*Task to carry out:* The number of lines holding the string "service" is all that is wanted; count them in the records below.

Stored items from a collection:
┄┄┄┄┄┄┄┄┄┄┄┄┄┄┄┄┄┄┄┄
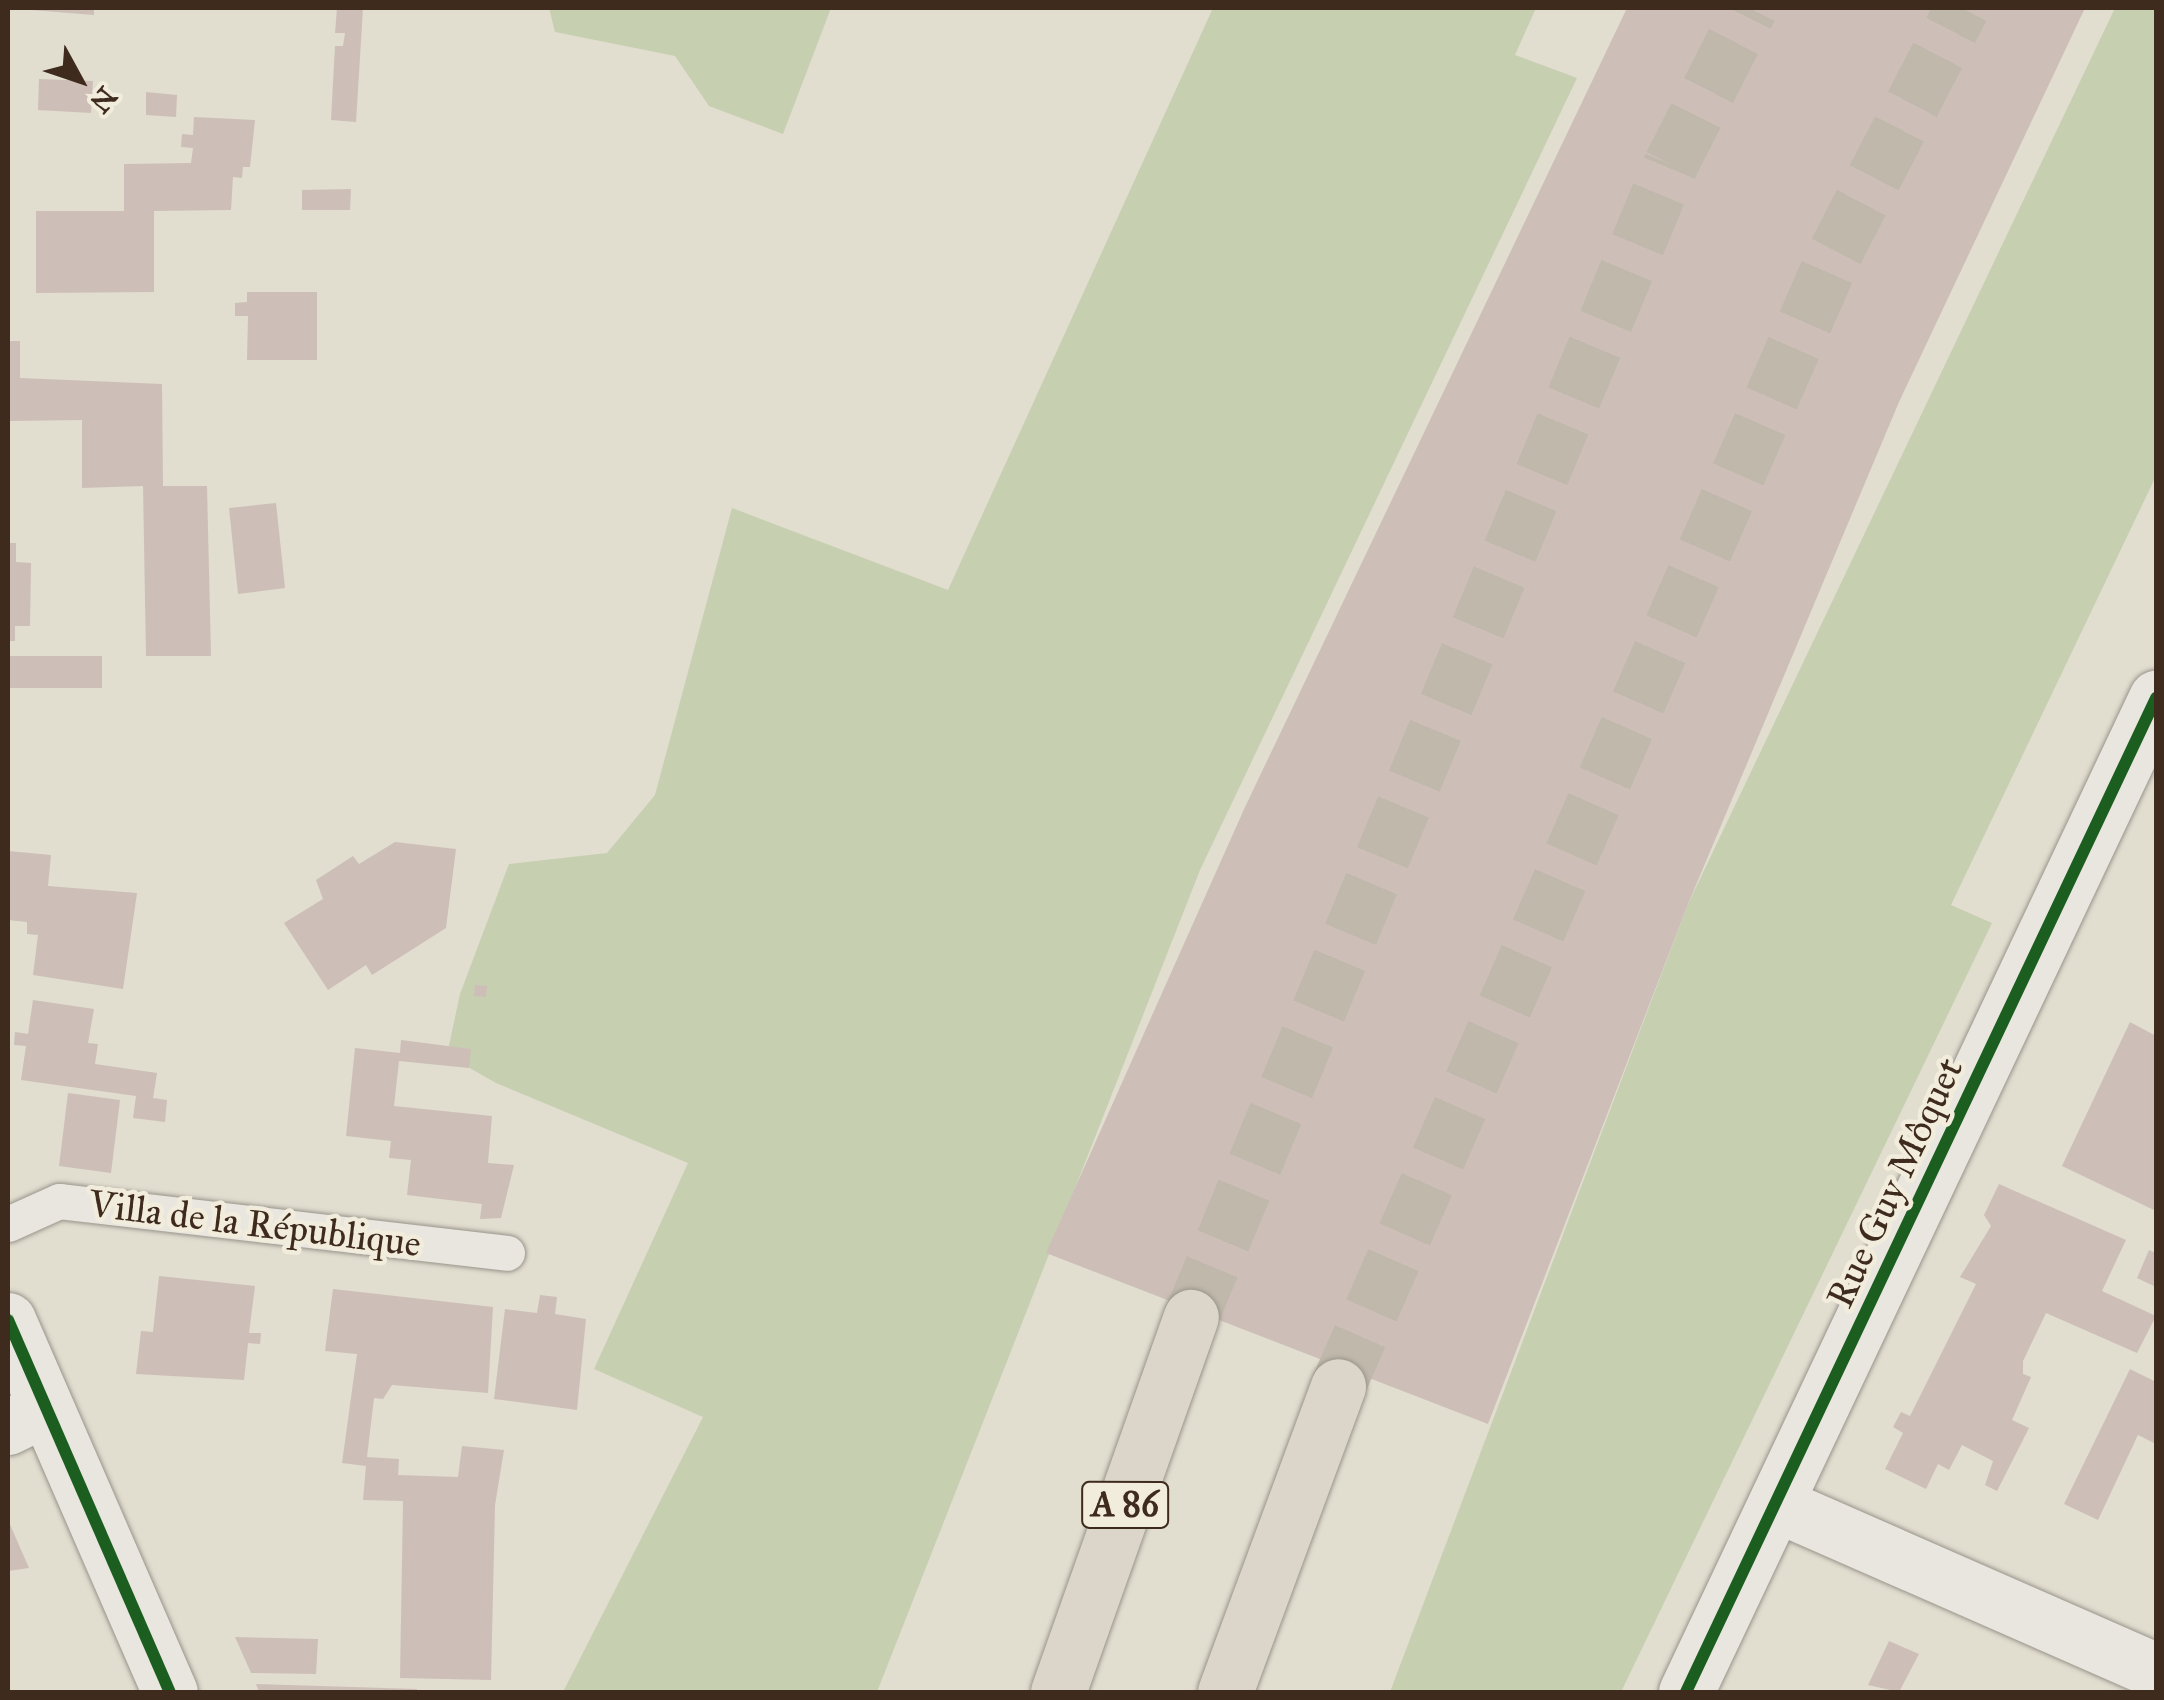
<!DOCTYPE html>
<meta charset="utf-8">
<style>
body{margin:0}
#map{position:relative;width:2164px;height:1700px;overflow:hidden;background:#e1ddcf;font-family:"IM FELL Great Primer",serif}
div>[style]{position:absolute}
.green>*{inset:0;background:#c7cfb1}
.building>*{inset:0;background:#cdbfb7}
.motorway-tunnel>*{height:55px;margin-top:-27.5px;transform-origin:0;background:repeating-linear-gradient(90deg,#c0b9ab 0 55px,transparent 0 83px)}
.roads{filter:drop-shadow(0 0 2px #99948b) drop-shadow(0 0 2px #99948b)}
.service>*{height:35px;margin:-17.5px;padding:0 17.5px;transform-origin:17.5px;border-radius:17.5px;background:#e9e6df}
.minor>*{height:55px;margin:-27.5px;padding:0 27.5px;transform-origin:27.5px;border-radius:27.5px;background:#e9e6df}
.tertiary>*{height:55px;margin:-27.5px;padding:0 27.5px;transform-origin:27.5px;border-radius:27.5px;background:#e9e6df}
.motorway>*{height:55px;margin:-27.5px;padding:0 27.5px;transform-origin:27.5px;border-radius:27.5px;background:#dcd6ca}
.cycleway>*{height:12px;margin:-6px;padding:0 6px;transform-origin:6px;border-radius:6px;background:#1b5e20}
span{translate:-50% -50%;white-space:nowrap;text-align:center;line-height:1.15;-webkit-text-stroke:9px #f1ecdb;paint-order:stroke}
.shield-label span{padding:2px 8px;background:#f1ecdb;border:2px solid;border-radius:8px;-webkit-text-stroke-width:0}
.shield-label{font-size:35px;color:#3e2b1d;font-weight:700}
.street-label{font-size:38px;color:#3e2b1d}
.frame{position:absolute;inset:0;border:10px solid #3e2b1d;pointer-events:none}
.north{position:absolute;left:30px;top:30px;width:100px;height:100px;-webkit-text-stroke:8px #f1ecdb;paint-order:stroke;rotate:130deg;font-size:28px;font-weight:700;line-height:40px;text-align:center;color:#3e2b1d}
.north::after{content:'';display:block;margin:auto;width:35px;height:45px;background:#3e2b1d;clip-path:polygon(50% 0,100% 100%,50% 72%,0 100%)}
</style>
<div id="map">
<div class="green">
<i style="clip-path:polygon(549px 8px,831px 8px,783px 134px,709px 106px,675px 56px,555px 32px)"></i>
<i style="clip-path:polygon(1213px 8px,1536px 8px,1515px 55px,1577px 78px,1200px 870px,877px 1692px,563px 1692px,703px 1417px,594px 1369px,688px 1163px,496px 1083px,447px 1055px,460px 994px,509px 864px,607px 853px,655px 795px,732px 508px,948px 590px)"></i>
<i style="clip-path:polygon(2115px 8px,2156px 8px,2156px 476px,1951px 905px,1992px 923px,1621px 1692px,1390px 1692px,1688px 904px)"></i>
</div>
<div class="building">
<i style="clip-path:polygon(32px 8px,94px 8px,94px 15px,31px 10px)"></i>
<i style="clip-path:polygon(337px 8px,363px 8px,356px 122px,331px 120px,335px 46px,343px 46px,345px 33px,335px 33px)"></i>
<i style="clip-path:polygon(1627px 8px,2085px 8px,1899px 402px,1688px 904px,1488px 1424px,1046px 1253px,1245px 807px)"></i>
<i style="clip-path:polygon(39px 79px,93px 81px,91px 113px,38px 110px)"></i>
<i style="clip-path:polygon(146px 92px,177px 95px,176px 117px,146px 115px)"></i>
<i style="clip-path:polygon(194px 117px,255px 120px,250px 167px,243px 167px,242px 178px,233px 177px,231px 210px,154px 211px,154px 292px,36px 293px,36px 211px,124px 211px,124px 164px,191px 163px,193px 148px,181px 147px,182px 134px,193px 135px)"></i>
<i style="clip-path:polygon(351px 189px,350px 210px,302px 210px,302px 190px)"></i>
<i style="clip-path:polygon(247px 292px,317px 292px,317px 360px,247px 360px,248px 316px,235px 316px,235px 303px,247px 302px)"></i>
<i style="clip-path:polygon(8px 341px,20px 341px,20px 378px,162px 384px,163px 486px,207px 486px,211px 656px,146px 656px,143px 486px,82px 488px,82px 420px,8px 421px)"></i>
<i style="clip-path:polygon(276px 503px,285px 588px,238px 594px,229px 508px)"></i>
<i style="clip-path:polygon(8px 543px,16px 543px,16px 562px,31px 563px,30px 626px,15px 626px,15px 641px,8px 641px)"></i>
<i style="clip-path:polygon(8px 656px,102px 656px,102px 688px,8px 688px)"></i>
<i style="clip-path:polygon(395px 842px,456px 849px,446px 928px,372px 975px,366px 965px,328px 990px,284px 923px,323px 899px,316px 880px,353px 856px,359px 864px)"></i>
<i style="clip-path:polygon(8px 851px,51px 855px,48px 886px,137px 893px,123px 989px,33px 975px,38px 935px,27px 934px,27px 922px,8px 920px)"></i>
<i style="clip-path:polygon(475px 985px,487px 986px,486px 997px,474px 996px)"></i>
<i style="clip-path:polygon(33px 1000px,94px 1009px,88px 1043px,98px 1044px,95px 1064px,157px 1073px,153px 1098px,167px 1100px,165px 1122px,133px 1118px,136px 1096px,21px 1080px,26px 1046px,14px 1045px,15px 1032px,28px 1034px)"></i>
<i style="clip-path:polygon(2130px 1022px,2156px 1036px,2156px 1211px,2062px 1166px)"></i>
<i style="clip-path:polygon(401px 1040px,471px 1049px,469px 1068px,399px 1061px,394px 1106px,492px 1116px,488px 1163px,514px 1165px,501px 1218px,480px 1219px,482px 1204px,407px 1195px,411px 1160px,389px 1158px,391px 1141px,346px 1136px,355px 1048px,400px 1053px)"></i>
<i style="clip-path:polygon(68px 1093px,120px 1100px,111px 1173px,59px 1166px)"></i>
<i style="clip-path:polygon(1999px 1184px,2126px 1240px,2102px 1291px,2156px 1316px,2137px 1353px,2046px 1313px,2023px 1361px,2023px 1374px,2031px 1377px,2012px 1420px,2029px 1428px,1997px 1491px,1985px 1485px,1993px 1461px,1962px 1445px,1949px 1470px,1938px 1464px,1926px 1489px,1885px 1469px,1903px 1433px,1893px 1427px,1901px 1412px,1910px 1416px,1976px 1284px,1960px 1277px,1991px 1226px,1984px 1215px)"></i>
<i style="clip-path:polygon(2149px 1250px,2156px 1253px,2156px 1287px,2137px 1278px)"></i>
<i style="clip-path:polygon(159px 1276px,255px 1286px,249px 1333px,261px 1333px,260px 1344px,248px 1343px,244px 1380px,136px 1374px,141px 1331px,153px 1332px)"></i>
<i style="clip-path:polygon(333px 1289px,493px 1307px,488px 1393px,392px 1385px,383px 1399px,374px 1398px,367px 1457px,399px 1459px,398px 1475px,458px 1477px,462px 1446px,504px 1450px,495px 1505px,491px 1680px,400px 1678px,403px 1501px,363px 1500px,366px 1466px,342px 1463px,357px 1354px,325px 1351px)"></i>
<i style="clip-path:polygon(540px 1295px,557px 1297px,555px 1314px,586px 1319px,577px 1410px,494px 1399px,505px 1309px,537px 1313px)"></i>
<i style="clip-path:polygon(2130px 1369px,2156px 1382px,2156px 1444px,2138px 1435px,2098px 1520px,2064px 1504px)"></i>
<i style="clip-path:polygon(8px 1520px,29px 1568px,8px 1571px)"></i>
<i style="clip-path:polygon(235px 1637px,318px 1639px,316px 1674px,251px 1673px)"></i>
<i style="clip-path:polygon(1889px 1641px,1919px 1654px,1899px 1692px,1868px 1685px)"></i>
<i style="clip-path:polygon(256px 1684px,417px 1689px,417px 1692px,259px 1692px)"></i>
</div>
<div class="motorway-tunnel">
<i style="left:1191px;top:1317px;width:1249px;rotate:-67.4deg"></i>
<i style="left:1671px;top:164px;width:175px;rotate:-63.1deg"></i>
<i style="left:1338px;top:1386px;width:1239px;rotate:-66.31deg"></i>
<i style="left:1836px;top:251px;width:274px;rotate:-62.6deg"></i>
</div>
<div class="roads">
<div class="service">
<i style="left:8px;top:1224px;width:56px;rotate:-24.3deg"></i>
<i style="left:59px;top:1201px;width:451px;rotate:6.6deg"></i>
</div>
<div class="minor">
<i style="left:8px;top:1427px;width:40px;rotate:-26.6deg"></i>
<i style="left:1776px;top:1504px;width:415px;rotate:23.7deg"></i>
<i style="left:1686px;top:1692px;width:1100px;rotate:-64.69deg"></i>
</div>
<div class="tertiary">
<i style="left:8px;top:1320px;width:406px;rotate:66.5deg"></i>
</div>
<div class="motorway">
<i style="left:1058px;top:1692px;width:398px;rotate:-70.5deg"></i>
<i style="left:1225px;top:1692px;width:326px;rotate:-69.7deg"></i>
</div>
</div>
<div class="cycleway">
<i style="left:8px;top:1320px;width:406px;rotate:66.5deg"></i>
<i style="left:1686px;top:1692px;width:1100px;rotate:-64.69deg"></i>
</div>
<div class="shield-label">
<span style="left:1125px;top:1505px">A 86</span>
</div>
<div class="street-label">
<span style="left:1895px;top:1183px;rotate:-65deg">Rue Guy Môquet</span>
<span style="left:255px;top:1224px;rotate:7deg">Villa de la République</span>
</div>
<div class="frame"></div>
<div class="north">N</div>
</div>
┄┄┄┄┄┄┄┄┄┄┄┄┄┄┄┄┄┄┄┄
*Answer:* 2